Una cara bonita pero un cuerpo común, incluso un poco rellenita, grande, al menos eso era lo que me decían todos y poco a poco me di cuenta que todo lo que yo había pensado de mí no era como me veía la gente. Llegó un chico que tuvo el suficiente valor como para decirme que de cara no estaba mal pero que el cuerpo era gordo y eso me terminó de hundir por completo.
Y ahora en la actualidad, tengo una hermana que nunca me ha apoyado, en la que nunca he podido confiar, quien no respeta mis gustos y sí que me hace respetar los suyos, quien me dijo que yo no llegaría a nada, que en mi familia estaba el gen de caerle mal a todo el mundo, que las amistades no me durarían nada.

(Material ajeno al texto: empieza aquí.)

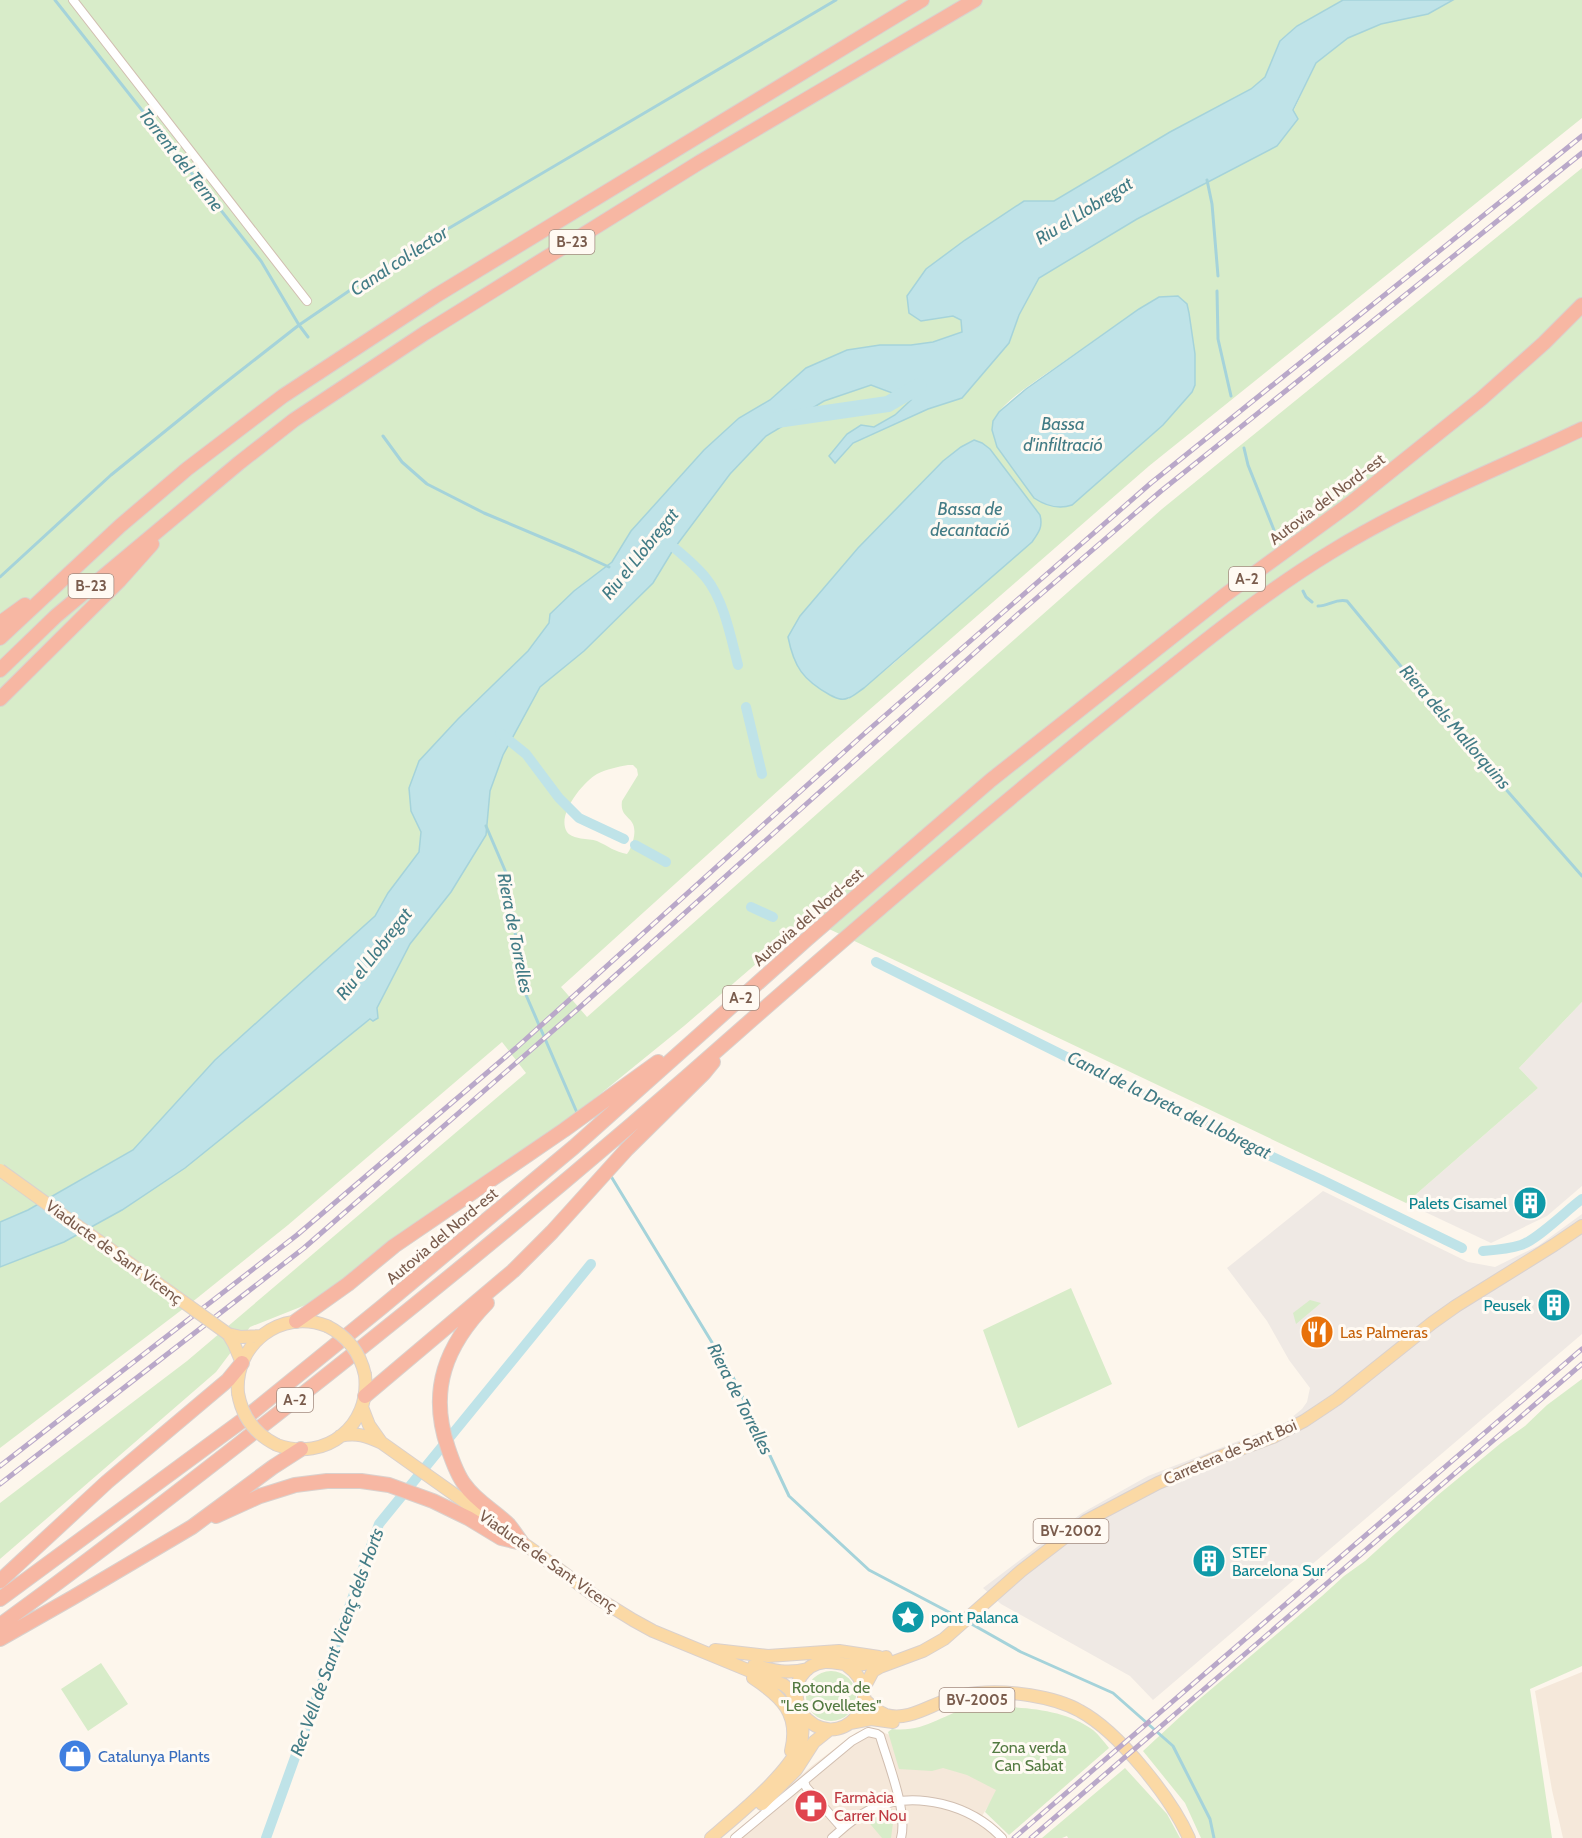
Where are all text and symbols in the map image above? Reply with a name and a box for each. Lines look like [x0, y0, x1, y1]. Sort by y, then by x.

Cada vez que me dice algo me va causando más y más inseguridad, contra la que yo intento luchar día a día pero que me va comiendo hasta que llega el día que no aguanto más, me da ese bajón de no poder parar de llorar y no se por qué.
Y después de todo eso aun pretendo sonreír todas las mañanas, aun pretendo volver a ser esa chica segura de si misma que iba por la calle con una sonrisa, sin miedo a nada, esa que sabe que siempre podrá confiar en sus amigos, la misma chica que al principio pensaba que llamaba la atención y que cualquiera se podía fijar en ella.
Pero cuesta, cuesta mucho recuperar la auto estima, y perderla no cuesta nada.
Así que cuando ahora me culpe de no tener seguridad en mí misma, cuando llore sin motivo alguno me consolaré pensando que tengo motivos para hacerlo.